The Carter case opinion quoted from Hall v. State, 104 Ga. App. 10, 11 (120 SE2d 925), the rule that the statement “must generally be restricted to a narrative account of the matter under investigation, and if the defendant desires to corroborate the statement by documentary or real evidence, said evidence must be introduced in the usual and regular way.” The Carter opinion then stated: “Under the record here it is manifestly clear *480that the court considered the sheet of paper that the defendant wrote his name on as being evidence,” citing Savannah Electric Co. v. Lowe, 27 Ga. App. 350 (5a) (108 SE 313). In the latter case it held that where municipal ordinances were “not formally-tendered in evidence,” but were pleaded and read to the court in the presence of the jury without objection, such treatment of them will be taken “as equivalent to a formal tender.” After citing the Savannah Electric Co. case, the Carter opinion stated: “Applying the facts in the case to the law enunciated in the case just cited, the trial court’s ruling denying defendant’s counsel the opening and concluding argument was not error.” Therefore, this was a holding that the defendant introduced evidence, and for that reason lost his right to the opening and concluding argument in view of. Code § 27-2201.
Here, the record contains no indication whatsoever that the documents mentioned by the defendant in his statement were introduced in evidence. The State does not even contend any more than that these papers were exhibited to the jury. So far as is shown they never left the defendant’s hands.
Having introduced no evidence, the defendant was entitled to the opening and concluding argument.

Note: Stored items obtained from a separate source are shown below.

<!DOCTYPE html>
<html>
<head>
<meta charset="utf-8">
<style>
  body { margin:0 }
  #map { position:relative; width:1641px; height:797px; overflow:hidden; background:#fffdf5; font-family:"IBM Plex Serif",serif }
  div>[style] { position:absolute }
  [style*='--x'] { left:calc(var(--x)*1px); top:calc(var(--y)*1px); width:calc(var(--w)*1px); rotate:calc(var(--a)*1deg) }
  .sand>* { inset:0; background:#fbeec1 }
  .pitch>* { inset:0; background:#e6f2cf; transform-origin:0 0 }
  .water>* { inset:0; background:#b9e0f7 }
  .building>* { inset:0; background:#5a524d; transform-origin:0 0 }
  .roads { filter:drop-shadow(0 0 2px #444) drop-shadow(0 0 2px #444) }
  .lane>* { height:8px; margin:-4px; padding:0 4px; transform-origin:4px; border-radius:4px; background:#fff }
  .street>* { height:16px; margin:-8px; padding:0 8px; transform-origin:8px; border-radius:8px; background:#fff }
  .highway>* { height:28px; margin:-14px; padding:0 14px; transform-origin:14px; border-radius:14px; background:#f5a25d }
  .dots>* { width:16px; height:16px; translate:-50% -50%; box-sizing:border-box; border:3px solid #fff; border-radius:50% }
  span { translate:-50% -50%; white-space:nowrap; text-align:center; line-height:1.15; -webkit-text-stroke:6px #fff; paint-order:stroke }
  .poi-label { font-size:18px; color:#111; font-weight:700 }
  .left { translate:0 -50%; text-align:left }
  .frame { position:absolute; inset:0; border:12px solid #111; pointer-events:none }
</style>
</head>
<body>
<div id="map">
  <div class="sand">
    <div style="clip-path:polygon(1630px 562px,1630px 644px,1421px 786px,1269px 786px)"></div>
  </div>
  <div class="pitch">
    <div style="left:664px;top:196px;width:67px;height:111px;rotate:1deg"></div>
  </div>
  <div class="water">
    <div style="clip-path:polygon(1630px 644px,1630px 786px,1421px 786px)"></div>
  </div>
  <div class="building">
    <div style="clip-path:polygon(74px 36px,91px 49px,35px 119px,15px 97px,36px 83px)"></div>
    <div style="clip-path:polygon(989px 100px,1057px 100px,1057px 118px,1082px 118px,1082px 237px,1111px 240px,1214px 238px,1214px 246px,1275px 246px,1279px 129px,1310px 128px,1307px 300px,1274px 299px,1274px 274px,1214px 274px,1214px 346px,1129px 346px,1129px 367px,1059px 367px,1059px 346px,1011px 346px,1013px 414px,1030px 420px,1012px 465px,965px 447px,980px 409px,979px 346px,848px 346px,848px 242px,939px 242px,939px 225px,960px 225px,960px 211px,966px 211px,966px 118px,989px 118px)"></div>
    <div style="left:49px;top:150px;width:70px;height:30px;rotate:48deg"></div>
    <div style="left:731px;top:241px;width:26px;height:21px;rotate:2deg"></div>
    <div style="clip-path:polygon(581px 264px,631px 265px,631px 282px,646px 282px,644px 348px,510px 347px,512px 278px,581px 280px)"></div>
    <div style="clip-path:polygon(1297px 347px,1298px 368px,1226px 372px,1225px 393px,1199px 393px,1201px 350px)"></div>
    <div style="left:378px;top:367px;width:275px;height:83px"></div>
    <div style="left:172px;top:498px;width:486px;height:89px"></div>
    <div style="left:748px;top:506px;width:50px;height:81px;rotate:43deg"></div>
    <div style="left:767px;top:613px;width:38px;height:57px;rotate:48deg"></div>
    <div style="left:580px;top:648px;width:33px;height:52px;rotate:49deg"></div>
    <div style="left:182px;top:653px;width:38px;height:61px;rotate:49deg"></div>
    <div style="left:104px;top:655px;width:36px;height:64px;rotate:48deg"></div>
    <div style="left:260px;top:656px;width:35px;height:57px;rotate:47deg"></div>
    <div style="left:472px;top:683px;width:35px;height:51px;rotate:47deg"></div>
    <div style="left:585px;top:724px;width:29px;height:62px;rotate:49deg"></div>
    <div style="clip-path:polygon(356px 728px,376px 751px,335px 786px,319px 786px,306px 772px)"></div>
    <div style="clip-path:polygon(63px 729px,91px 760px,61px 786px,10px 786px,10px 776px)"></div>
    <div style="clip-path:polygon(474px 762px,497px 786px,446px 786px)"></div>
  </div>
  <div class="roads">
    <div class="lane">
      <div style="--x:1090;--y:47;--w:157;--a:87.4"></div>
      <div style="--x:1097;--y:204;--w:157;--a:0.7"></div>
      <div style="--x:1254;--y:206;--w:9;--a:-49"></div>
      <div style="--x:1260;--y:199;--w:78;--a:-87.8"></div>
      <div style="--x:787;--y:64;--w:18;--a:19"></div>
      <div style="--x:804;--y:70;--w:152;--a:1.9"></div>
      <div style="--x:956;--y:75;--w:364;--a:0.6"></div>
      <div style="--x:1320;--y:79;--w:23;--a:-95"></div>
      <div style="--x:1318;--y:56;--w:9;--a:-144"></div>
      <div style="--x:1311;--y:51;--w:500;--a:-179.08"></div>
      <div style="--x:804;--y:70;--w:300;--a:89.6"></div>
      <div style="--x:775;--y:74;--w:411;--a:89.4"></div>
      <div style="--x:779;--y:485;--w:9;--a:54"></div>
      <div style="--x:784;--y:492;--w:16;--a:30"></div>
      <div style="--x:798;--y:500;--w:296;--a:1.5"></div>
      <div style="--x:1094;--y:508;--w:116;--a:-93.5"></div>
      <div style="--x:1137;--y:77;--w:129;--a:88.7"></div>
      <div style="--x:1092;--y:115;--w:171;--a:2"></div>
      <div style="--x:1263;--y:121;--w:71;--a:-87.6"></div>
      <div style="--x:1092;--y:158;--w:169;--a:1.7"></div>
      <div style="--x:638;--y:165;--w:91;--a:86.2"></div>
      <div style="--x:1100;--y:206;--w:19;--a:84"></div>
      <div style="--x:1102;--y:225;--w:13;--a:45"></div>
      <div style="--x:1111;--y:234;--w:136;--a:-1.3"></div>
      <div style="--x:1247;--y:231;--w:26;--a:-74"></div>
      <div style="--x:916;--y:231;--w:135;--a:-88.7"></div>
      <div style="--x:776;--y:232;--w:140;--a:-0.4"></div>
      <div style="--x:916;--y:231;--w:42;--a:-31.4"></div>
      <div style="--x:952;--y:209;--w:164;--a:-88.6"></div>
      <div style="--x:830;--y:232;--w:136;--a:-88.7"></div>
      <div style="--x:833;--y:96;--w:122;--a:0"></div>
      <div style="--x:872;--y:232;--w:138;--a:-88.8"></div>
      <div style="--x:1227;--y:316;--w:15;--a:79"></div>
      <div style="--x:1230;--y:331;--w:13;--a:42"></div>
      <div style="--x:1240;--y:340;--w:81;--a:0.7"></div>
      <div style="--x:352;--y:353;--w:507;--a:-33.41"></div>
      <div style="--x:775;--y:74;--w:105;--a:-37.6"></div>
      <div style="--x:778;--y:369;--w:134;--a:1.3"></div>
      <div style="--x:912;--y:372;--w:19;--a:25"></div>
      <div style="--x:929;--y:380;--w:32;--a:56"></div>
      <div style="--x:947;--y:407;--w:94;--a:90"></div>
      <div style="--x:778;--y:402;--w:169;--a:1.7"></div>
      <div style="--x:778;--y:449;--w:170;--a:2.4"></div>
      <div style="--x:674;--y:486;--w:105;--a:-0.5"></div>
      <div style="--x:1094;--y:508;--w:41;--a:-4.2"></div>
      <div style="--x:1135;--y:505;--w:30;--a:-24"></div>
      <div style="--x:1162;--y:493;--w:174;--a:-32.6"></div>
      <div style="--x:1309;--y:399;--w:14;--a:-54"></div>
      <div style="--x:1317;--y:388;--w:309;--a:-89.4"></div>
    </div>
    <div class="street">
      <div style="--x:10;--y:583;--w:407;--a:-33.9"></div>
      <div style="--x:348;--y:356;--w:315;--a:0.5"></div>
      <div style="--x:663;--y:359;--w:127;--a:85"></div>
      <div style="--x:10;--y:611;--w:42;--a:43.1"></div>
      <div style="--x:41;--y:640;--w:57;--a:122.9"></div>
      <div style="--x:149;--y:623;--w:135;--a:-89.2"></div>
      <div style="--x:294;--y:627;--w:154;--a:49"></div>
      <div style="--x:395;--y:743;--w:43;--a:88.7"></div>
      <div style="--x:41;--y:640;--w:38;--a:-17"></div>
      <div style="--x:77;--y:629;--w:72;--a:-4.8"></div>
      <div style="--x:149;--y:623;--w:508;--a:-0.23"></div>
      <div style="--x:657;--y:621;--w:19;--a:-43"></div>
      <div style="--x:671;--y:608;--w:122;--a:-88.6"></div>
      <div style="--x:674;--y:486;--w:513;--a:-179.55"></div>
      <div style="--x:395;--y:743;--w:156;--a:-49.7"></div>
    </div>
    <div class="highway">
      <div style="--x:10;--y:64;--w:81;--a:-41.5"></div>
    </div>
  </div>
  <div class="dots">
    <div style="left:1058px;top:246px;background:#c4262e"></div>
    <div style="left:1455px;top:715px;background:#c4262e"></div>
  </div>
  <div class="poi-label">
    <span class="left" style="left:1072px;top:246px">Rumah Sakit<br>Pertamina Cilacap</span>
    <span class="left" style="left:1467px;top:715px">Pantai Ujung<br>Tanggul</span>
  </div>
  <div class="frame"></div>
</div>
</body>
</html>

The conclusion which we have reached accords with that set forth in 23 CJS 982, Criminal Law, § 983: “In some jurisdictions counsel for accused may open and close the argument, in cases where accused introduces no evidence. Where an accused is permitted to make a statement not under oath which is not, in a technical sense, evidence, as shown infra § 1026, the making of such statement does not deprive him of the right to open and close if he introduces no evidence; and it is not proper for the court to deprive him of the right even though he is permitted, in making the -statement, to exhibit to the jury objects which are inadmissible or to read to the jury from inadmissible documents.” Cited are Freeney v. State, 129 Ga. 759, supra, and Hart v. State, 88 Ga. App. 334, supra.
This right to open and conclude when the defendant introduces no evidence has been the law of this State since January 22, 1852 (Ga. L. 1851-52, p. 242; Code § 27-2201). It is a sub*481stantial procedural right and has many advantages. It is available to all.
This defendant was entitled to a trial in accordance with law, which included the exercise of this right.
Speculation as to whether its denial was prejudicial to him has no place here. In this instance the death penalty was imposed. It cannot be said that the error was harmless.
For the reasons set forth in Division 4 of this opinion the judgment is reversed with direction that the defendant be granted a new trial.
Judgment reversed with direction.
All the Justices concur, except Duckworth, C. J., Nichols and Undercofler, JJ., who dissent.